I second smrobs. It also depends on the condition of the animal and where it comes from. I've wanted a Fjord for quite some time and anytime I looked them up in the area, they were starting at $4000 for a basic trail horse. I got mine at an auction for $15 at an auction as a fuzzy bag of bones. I've put over $1000 in feed and vet bills into her in the last 9 months.
_Posted via Mobile Device_


----------



## EquineObsessed

In New England, a well trained horse could be anywhere from 1000 to 100000, I see a lot of good ones for around 2000. Per year we spent about 2000/horse. About $40 in grain per month, and hay bales are around $ 4-6/bale. We bought round bales for $40/bale, which lasted two weeks (for all three horses). So basically $100/month in hay, maybe fifty or sixty for one horse. Then there's the farrier, which we didn't pay for, but a trimming is about $35 every six to eight weeks, shoeing is more, I'm not sure how much. Worming is done every six weeks, and that costs around $15. Vet comes springtime for shots and teeth floating, around $175/horse. Those are the main expenses, but you also have to replace equipment, fix fences, and handle emergency vet bills.


----------



## Chevaux

As an fyi, I remember an interview with an international show jumper a few years ago (unfortunately I'm not remembering his name right now) and he had said it was in the neighbourhood of $50k-$60,000/year to look after and campaign one horse. Where I am, I believe board (with indoor arena) runs anywhere from $400 to $500/month on average; if you've got your horses on your own place it's substantially cheaper than that if you make your own hay or a little less so if you buy it.


----------



## SaddleStrings

Here in Utah, the cheapest horses are Arabs, mini's, Appy's, and unregistered QH's. I live in a state that is mostly western riding, primarily rodeo. People here are always willing to shell out a few thousand for top barrel racing and roping bloodlines. I happen to be a small percentage of people here that ride English. We are starting to get a lot of really pricey warmbloods and Hunter/jumper and dressage horses here. Makes looking for a h/j horse a lot easier than traveling out of state to find one.


----------



## Little Jane

Here, QHs, grades, and most TBs are relatively inexpensive, depending on training. Warmbloods are probably the most, but for some reason, only if they're 16.2 or higher. The shorter ones aren't desired as much here. Gaited horses are also quite expensive here, and Arabians can be, too.


----------



## Saskia

I'd also say Thoroughbreds are both the cheapest and most expensive. You can pick them up free or for a couple hundred most places, off the track. The most expensive horses ever sold are racing Thoroughbreds. 
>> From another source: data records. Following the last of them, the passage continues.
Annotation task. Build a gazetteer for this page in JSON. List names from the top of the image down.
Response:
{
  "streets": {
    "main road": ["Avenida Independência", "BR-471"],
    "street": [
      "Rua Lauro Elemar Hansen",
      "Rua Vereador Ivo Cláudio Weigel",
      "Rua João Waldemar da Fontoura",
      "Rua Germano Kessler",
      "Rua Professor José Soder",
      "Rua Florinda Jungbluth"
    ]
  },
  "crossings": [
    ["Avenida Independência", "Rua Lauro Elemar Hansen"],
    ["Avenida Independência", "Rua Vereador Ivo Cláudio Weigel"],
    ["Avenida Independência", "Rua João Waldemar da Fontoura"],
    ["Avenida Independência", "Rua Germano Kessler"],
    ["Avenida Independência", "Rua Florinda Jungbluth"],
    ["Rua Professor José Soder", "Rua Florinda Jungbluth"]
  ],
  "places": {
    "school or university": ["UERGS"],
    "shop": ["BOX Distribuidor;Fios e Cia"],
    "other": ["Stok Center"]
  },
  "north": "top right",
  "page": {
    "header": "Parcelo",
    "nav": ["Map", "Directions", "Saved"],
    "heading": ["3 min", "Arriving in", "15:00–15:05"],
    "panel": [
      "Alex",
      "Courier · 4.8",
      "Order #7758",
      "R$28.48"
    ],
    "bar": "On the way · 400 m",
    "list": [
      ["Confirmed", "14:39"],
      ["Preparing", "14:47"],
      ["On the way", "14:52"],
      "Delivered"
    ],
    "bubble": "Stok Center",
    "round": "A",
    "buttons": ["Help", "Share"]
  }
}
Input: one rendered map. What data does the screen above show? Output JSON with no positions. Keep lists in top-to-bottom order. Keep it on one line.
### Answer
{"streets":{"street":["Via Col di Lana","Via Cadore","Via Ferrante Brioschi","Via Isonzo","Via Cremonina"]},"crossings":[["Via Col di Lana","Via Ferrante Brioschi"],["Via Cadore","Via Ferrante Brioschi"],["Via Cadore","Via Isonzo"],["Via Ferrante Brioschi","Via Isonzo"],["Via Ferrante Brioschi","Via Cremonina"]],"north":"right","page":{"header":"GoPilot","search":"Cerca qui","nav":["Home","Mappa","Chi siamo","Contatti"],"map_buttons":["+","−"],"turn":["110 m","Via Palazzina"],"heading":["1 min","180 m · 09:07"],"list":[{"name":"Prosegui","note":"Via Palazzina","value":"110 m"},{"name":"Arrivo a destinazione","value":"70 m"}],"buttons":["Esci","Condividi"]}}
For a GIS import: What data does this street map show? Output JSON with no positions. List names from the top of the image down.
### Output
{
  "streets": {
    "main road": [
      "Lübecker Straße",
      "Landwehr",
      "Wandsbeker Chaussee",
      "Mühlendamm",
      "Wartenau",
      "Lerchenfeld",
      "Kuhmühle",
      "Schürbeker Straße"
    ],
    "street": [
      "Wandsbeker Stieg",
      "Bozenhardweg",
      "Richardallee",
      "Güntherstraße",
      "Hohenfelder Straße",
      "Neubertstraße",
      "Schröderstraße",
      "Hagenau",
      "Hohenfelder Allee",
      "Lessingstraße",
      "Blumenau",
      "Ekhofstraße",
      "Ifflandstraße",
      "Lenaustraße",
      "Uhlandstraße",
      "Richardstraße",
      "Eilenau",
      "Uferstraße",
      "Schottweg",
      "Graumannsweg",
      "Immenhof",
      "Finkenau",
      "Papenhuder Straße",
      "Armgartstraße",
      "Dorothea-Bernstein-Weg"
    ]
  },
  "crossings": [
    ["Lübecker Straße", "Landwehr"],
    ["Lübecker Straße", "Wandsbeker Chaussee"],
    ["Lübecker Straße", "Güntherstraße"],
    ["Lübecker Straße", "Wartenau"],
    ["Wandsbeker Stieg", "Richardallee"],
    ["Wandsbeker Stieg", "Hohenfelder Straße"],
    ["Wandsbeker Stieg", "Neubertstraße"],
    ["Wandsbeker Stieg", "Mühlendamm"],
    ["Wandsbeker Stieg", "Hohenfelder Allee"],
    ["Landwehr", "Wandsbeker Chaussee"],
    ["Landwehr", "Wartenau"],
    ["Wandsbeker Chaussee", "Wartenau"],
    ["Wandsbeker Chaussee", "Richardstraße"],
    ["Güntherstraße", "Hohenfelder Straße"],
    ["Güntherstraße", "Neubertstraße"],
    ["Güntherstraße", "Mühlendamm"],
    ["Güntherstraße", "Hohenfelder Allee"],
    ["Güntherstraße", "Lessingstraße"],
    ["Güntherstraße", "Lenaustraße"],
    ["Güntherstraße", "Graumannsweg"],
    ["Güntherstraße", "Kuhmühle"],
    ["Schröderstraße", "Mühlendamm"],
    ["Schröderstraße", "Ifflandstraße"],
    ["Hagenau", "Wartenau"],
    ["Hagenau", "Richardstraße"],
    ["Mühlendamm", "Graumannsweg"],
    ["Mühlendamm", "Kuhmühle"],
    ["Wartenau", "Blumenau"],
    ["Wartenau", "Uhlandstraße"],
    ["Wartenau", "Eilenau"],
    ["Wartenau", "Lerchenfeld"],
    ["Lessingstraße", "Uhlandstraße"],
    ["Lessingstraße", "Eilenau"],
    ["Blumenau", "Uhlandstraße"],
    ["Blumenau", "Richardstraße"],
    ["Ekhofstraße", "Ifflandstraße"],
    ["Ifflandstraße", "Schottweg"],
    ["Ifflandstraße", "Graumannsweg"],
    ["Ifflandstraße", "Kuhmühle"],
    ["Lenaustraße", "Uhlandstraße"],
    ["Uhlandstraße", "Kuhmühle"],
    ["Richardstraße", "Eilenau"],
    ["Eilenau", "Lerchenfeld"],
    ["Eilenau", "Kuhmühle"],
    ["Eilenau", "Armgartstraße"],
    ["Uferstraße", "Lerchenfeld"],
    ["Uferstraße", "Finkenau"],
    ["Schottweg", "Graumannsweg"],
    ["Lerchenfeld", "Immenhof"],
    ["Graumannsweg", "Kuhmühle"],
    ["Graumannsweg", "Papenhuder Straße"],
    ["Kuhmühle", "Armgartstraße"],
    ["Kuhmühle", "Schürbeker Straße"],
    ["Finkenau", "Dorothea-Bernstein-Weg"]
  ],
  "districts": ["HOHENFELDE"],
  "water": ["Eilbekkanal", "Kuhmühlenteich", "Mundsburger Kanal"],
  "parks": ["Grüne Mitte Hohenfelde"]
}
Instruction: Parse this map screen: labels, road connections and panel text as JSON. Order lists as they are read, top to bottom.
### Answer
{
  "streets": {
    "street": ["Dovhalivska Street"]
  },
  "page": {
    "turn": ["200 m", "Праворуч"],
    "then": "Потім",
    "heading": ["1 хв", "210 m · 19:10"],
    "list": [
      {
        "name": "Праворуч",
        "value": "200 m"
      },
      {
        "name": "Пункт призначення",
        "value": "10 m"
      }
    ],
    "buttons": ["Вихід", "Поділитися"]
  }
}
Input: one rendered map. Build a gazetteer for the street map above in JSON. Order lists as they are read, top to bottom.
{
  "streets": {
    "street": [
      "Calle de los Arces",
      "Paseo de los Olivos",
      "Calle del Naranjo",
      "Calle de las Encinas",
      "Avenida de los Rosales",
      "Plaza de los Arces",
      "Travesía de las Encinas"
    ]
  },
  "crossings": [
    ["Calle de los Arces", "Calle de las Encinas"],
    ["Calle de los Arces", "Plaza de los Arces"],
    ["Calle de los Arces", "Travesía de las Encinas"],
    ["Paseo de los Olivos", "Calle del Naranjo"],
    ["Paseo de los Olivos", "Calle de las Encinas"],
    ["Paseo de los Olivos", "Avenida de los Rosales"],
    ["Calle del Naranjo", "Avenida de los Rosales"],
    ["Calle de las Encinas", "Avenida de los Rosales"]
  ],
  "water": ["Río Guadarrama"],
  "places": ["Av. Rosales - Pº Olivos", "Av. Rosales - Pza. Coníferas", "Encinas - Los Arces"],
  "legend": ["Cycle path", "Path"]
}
Expense wise, they'd be followed probably by Warmbloods, then Arabians (endurance bred) and performance Quarter Horses. 

Cheap wise, besides TBs, Standardbreds go for very cheap (often cheaper than TB - but less common) as do brumbies/other feral horse breeds, then random mix breeds, or miniatures.


----------



## CandyCanes

In Ireland, Thoroughbred's are both. 
When buying TB's for general work, you know, hacking, jumping etc, no body wants them as they are generally off the track, and stone mad, so you have to sell them for 450 euro, or so. 
But Thoroughbred's at the sales, particularly in Tattersalls, and FairyHouse, cost a phenomenal amount. Especially National Hunt horses. They would fetch upwards of 175,000 Euros each.


----------